**RECORDS**
+ + + + +

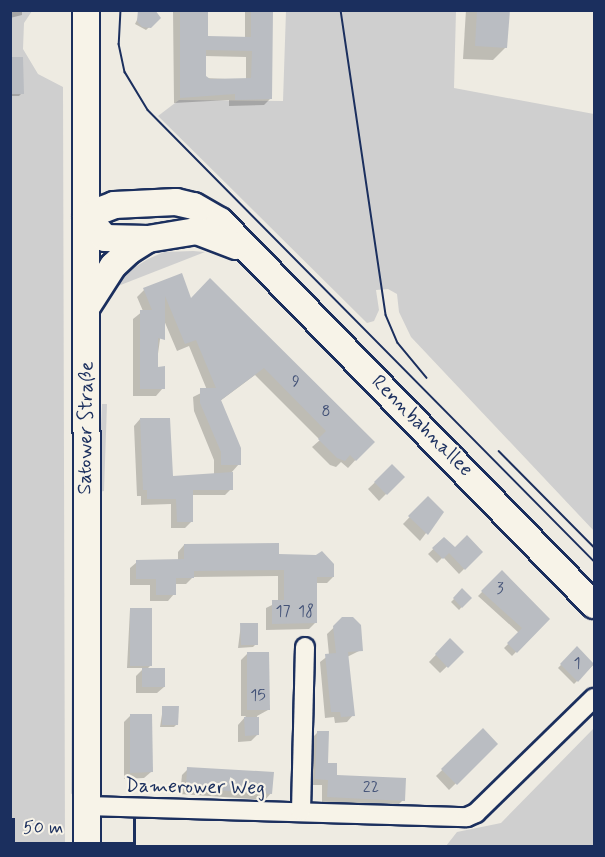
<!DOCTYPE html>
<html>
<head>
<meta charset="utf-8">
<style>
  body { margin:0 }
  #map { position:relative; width:605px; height:857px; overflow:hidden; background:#eeebe2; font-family:Mynerve,sans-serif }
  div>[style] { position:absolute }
  .green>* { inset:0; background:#cfcfcf }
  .shadow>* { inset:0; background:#0003 }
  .building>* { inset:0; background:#babdc2 }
  .roads { filter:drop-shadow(2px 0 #1b2f5e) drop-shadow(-2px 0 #1b2f5e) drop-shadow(0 2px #1b2f5e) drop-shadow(0 -2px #1b2f5e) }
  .street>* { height:18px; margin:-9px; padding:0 9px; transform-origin:9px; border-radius:9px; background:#f7f3e8 }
  .secondary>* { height:26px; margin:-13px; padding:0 13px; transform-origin:13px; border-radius:13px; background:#f7f3e8 }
  .tram>* { height:1.5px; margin:-0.75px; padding:0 0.75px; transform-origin:0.75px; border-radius:0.75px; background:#1b2f5e }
  span { translate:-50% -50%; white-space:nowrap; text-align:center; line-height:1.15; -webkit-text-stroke:4.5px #f7f3e8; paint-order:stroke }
  .number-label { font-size:16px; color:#435277 }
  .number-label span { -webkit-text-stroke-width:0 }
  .street-label { font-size:20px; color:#1b2f5e }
  .frame { position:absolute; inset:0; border:12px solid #1b2f5e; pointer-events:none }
  .scale { position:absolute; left:12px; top:818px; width:124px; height:27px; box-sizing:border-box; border:3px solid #1b2f5e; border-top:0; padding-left:8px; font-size:18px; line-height:21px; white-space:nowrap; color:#1b2f5e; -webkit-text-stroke:4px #f7f3e8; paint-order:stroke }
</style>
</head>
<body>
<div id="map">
  <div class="green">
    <div style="clip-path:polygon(10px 11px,32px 11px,24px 23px,23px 49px,38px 74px,63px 87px,65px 846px,11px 846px)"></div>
    <div style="clip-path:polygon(286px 11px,456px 11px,454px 88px,594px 114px,594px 531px,411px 337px,399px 312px,397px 294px,388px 289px,376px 290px,379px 310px,374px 321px,367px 323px,158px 116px,179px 100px,283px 101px)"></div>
    <div style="clip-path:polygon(193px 251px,205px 252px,118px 286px,124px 274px,148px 259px,164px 252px)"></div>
    <div style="clip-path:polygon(74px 323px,77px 792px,71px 794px,72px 652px)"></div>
    <div style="clip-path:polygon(102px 404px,107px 404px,104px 491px,98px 492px)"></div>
    <div style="clip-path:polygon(594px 728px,594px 846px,446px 846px,457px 832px,501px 823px)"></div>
  </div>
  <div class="shadow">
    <div style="clip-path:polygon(10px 10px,22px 10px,22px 15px,10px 18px)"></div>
    <div style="clip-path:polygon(142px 10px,159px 18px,146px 30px,135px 24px)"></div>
    <div style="clip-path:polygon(evenodd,173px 10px,206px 10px,206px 38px,245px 38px,245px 10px,271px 10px,270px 99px,264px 105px,229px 106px,229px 100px,174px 103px,173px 10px,205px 56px,246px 57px,246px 80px,205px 78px,205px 56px)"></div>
    <div style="clip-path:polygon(466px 10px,508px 10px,506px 47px,493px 60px,463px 59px)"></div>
    <div style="clip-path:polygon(10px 58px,22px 93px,19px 96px,10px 96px)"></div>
    <div style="clip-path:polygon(144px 290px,190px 300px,372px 442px,348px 468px,341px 462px,336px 467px,330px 465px,312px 447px,320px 440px,255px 375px,220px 401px,239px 464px,231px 473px,231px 489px,225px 495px,191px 495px,192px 521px,185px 528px,171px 528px,171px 504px,141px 505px,141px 496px,137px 496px,134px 426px,140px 419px,171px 477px,214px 475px,214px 460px,194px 411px,193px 397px,207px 390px,189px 346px,177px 351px,163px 318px,156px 368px,163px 388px,156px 396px,133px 396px,133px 319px,143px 311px,137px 297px)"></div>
    <div style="clip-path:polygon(392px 466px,403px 477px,379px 501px,368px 489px)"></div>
    <div style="clip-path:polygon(428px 498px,442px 512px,420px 541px,403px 524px)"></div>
    <div style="clip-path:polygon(444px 539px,455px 550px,481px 552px,459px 574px,443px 557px,437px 563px,428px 554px)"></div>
    <div style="clip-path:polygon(184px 545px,277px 556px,333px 577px,327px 583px,316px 583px,315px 623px,309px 629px,266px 630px,266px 608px,278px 602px,278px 576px,193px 577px,186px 584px,174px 584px,174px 594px,168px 601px,150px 601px,150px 585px,130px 585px,130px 568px,137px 562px,178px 561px,178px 552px)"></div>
    <div style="clip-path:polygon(502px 572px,548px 619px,512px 656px,504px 648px,519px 633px,478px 596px)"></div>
    <div style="clip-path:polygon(462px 591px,470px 598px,459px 610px,451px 602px)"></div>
    <div style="clip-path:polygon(130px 609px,151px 665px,146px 670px,164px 687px,157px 693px,136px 693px,136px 676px,144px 668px,127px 668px)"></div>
    <div style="clip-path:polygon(343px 619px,361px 650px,347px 657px,353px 715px,347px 722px,335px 723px,334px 717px,325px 718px,320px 662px,329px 655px,327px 634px)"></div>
    <div style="clip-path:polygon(241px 624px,256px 644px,253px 647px,238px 648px)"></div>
    <div style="clip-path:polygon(450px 640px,462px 652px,440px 673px,429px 662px)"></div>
    <div style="clip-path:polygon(577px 648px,593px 665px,574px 684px,558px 668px)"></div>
    <div style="clip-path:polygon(247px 654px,268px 710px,257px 716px,257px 735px,251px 741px,238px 742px,238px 725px,246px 716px,241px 716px,241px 660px)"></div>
    <div style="clip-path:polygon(163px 708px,177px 724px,174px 727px,160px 727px)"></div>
    <div style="clip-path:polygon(130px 716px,151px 772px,144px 778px,124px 779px,124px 722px)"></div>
    <div style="clip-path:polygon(483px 730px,496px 744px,449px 790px,436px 776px)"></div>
    <div style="clip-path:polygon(318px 732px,327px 764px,335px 776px,403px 800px,397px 806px,322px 803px,322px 785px,310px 785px,312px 738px)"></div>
    <div style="clip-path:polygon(188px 769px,271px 793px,265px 800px,180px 794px,182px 775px)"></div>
  </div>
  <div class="building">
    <div style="clip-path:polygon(138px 10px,155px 10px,161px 18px,151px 28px,142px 27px,137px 21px)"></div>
    <div style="clip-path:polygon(evenodd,180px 10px,208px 10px,208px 36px,251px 37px,251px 10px,273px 10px,272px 99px,235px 100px,235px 94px,180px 98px,180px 10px,206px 50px,252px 51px,251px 78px,210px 79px,206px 76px,206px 50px)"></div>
    <div style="clip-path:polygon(477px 10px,510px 10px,507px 48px,475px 46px)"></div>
    <div style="clip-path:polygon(10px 57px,23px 57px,24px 94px,10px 94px)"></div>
    <div style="clip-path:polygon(182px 273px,191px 298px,210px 278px,375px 442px,356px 461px,350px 455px,345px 461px,337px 458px,318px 439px,326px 431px,264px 368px,221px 400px,241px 448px,241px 465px,221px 465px,221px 452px,200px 403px,200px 388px,216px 388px,196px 340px,185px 344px,165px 296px,165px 340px,158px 338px,158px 367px,165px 366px,165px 389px,140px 389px,140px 310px,152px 310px,143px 288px)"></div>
    <div style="clip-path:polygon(140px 418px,170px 418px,173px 476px,233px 472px,233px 490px,193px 490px,193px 522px,177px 522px,176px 499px,147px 499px,147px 490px,143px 490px)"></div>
    <div style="clip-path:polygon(392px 464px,405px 477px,387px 495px,374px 482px)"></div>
    <div style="clip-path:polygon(428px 496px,444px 512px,428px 535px,408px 516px)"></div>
    <div style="clip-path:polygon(467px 535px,483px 552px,465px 570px,449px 553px,443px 559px,432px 548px,444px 537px,455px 547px)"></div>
    <div style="clip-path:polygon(279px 543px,279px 554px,316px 555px,322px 551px,334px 564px,334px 577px,317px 577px,317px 623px,272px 624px,272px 600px,284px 600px,284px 570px,194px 571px,194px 578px,176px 578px,176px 595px,156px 595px,156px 579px,136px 579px,136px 560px,184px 559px,184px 544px)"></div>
    <div style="clip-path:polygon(502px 570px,550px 619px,517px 653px,507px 643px,522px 628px,481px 591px)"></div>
    <div style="clip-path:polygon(462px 588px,472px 598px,462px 608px,453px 598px)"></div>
    <div style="clip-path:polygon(130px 608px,152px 608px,152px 666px,130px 666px)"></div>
    <div style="clip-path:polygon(342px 617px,353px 617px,361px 625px,363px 651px,348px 652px,355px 716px,341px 717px,340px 712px,331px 712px,325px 654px,336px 653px,333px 626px)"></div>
    <div style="clip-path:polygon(240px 623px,258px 623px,258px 645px,241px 645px)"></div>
    <div style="clip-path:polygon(450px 638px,464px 652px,448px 668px,435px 654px)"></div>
    <div style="clip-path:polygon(577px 646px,594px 664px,578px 682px,560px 664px)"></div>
    <div style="clip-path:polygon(247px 652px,269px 652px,270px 710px,247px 710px)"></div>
    <div style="clip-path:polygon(142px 668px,165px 668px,165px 687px,142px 687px)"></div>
    <div style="clip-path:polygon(162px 706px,179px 706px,178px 725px,162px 725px)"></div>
    <div style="clip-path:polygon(130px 714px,152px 714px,153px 772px,130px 773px)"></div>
    <div style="clip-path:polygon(244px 717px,259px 717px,259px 735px,245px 736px)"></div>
    <div style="clip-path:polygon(483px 728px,498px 744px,457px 785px,441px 769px)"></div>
    <div style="clip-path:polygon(317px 731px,329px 731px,328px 763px,337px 763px,337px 775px,406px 778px,405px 801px,327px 797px,328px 780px,315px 779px)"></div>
    <div style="clip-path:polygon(187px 767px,274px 772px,272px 794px,186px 788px)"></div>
  </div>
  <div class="roads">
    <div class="street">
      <div style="left:87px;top:806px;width:380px;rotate:1.7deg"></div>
      <div style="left:467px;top:817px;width:10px;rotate:-24deg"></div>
      <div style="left:476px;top:813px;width:165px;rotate:-44.3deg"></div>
      <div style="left:301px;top:811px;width:164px;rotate:-88.6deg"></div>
    </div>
    <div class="secondary">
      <div style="left:86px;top:10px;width:836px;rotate:89.93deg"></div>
      <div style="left:86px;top:216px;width:30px;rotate:-21deg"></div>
      <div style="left:114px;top:205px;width:62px;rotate:-2.8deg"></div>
      <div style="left:176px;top:202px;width:18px;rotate:13deg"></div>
      <div style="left:194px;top:206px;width:30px;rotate:30deg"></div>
      <div style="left:220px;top:221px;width:536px;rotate:45.76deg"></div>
      <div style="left:86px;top:216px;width:29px;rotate:49deg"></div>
      <div style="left:105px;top:238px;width:43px;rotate:1.3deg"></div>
      <div style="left:88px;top:305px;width:46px;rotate:-57.3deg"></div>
      <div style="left:113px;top:266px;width:22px;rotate:-43deg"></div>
      <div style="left:129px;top:251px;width:22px;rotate:-32deg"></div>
      <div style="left:148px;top:239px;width:50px;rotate:-9.3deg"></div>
      <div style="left:197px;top:231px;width:42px;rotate:21deg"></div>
    </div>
  </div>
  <div class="tram">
    <div style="left:121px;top:10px;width:34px;rotate:93deg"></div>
    <div style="left:119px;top:44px;width:29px;rotate:78deg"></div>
    <div style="left:125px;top:72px;width:44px;rotate:58.8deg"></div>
    <div style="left:148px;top:110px;width:634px;rotate:45.32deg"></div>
    <div style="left:341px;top:10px;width:308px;rotate:81.6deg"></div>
    <div style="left:386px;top:315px;width:30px;rotate:67deg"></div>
    <div style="left:398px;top:343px;width:45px;rotate:50.4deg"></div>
    <div style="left:499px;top:451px;width:135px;rotate:45.3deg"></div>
  </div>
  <div class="number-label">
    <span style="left:296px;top:382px">9</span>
    <span style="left:326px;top:412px">8</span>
    <span style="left:500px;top:589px">3</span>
    <span style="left:283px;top:612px">17</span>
    <span style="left:306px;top:612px">18</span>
    <span style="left:577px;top:664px">1</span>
    <span style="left:258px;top:696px">15</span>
    <span style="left:371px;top:788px">22</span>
  </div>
  <div class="street-label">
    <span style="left:422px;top:426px;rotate:45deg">Rennbahnallee</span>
    <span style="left:86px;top:428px;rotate:-89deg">Satower Straße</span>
    <span style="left:195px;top:787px;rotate:1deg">Damerower Weg</span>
  </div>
  <div class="frame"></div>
  <div class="scale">50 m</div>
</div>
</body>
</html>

+ + + + +

**WHAT NEEDS TO BE DONE**
Begin at the top of the records above and retype each line exactly until the line containing "filter:drop-shadow(2px 0 #1b2f5e)", which is included. Skip all pictures.

**ANSWER TO THIS TASK**
<!DOCTYPE html>
<html>
<head>
<meta charset="utf-8">
<style>
  body { margin:0 }
  #map { position:relative; width:605px; height:857px; overflow:hidden; background:#eeebe2; font-family:Mynerve,sans-serif }
  div>[style] { position:absolute }
  .green>* { inset:0; background:#cfcfcf }
  .shadow>* { inset:0; background:#0003 }
  .building>* { inset:0; background:#babdc2 }
  .roads { filter:drop-shadow(2px 0 #1b2f5e) drop-shadow(-2px 0 #1b2f5e) drop-shadow(0 2px #1b2f5e) drop-shadow(0 -2px #1b2f5e) }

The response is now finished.